Admiral killed self to spare the Navy another scandal Suicide note mentions 'honest mistake' over unearned decorations

May 18, 1996|By Gilbert A. Lewthwaite and Tom Bowman | Gilbert A. Lewthwaite and Tom Bowman,SUN NATIONAL STAFF

WASHINGTON -- Adm. Jeremy M. "Mike" Boorda, the Navy's top admiral, who killed himself Thursday, left a suicide note contending that he made an "honest mistake" in wearing Vietnam-era combat decorations that he had not earned.

The chief of naval operations wrote that he was killing himself to avoid becoming the center of another Navy scandal.

"He didn't want another reason for any negative perception of the Navy," said a senior Pentagon officer familiar with the note Boorda left to his sailors.

The note, along with a message to his family, was found after the 57-year-old father and grandfather shot himself at his home after learning that his right to wear the combat decorations was being questioned by Newsweek magazine for an article.

"He hoped the service would understand this honest mistake," the officer said of Boorda. "He said he knew some might not understand how this could occur. When he learned of [the mistake], he removed [the decorations]."

His note also reflected his devotion to ordinary sailors, a hallmark of his two-year tenure as chief of naval operations, the Navy's top position. In his suicide note, the Pentagon officer said, "he said he loved the sailors; they were his strength."

Outside the service, however, there was skepticism that the Navy's top admiral and a former chief of personnel, who awarded numerous medals, could have misunderstood whether he was entitled to a combat decoration.

Boorda, the first enlisted man to become chief of naval operations, will be buried in a private ceremony tomorrow at Arlington National Cemetery. A memorial service will be held at Washington National Cathedral Tuesday. President Clinton will attend.

The Navy, meanwhile, was struggling to understand why Boorda, one of the most popular commanders in the modern Navy, would have been driven to suicide by questions over whether he was authorized to wear a "Combat V" on his Navy achievement and Navy commendation medals.

"It was such an incidental thing in a long life," said one baffled Navy officer.

Officials close to the admiral said Boorda had been "grousing" for a couple of weeks about criticism and troubles, ranging from crashes of the F-14 fighter jet to pressures from top Navy officials to appoint an independent board to look into wrongdoing at the Naval Academy.

Letter upset him

He was particularly upset by a recent anonymous letter in the Navy Times that said Boorda had lost the confidence of his sailors and called for his resignation.

This followed an accusation in a speech last month to the Naval Academy by James H. Webb Jr., a former Navy secretary, that the Navy leadership had lost its "moral courage." Webb did not mention Boorda by name but lashed out at the current and previous chiefs of naval operations.

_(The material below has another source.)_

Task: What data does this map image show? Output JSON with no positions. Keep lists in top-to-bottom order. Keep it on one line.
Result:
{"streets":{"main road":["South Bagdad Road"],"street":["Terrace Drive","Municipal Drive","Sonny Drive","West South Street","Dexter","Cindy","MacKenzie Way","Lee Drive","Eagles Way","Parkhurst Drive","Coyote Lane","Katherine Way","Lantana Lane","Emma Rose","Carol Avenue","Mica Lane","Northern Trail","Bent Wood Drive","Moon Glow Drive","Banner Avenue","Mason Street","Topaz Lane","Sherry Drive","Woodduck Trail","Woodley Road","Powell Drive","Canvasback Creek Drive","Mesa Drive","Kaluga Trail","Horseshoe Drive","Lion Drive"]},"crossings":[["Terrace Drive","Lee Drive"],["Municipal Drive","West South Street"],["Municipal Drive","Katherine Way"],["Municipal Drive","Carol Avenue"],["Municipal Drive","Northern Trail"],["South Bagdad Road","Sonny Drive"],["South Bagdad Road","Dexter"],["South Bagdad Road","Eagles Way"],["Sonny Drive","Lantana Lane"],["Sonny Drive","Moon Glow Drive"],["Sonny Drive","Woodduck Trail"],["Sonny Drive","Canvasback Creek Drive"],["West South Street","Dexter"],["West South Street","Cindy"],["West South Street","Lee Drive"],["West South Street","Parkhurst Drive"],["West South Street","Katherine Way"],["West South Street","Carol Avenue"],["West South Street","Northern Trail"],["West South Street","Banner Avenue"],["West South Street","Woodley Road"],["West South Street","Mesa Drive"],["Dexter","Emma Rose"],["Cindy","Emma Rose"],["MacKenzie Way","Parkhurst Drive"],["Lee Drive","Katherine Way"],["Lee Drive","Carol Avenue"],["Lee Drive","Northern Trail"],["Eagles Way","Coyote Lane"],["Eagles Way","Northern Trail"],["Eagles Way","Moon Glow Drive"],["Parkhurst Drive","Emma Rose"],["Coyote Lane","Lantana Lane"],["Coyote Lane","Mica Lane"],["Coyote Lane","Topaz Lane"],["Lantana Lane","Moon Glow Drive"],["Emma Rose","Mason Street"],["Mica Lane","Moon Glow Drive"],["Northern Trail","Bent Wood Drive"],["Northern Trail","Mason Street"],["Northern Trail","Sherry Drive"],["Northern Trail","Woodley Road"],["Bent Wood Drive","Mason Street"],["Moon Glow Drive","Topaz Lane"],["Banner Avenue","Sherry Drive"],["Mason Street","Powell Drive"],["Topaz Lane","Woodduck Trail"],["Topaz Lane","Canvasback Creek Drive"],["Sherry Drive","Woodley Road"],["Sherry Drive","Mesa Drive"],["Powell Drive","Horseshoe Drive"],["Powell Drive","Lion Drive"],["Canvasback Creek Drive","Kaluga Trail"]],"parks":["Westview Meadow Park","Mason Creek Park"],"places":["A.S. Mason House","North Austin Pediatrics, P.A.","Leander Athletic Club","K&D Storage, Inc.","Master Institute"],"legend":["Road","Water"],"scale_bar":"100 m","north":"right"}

But judging from Boorda's suicide note to sailors, said one official familiar with the note, "It's quite clear that the medal inquiry did push him over the edge."

Boorda's strict punishments for ethical lapses may have caused him particular anguish about his predicament, and about the charges of hypocrisy that certainly would have followed, said a Capitol Hill source.

Last fall, Boorda forced into retirement Adm. Richard Macke, commander of U.S. forces in the Pacific, for saying of U.S. servicemen accused of raping a Japanese girl: "For the price they paid to rent the car, they could have had a girl."

"He threw people out of the Navy for not meeting ethical standards," the source said. "Now he's caught in an honor offense himself."

Neither of the citations for Boorda's two decorations directly conveyed to him the right to wear the small bronze "V" pins.

These are awarded for "acts or services by individuals who are exposed to personal hazard due to direct hostile actions." Navy regulations say they are not given simply for "the geographical area in which the acts or services are performed."

As an officer in the 1960s and early 1970s, Boorda served on two ships off the coast of Vietnam. His citations mention involvement in "combat operations" and "combat missions" but do not indicate the key criterion for the "V" pin: that his ships came under enemy fire.

Cmdr. Steve Pietropaoli, a Navy spokesman, said: "We have people out there trying to figure out whether he did or did not rate [the combat pin]."

Military experts mentioned three possible explanations as to how Boorda came to be wearing the two Combat Vs on his chest:

The "V" pin was awarded, but a clerical error omitted it from the citations and his records. This is possible but unlikely, experts said.

As a young lieutenant, he initially erred in thinking he had the right to wear it because the citations mentioned "combat." This is plausible, but after he became chief of Navy personnel, he would have become familiar with the regulations. Yet he continued to display the "V" pins until a Freedom of Information request was lodged for release of his medal citations about a year ago.

He willfully embellished his decorations to portray himself as one who had faced enemy fire.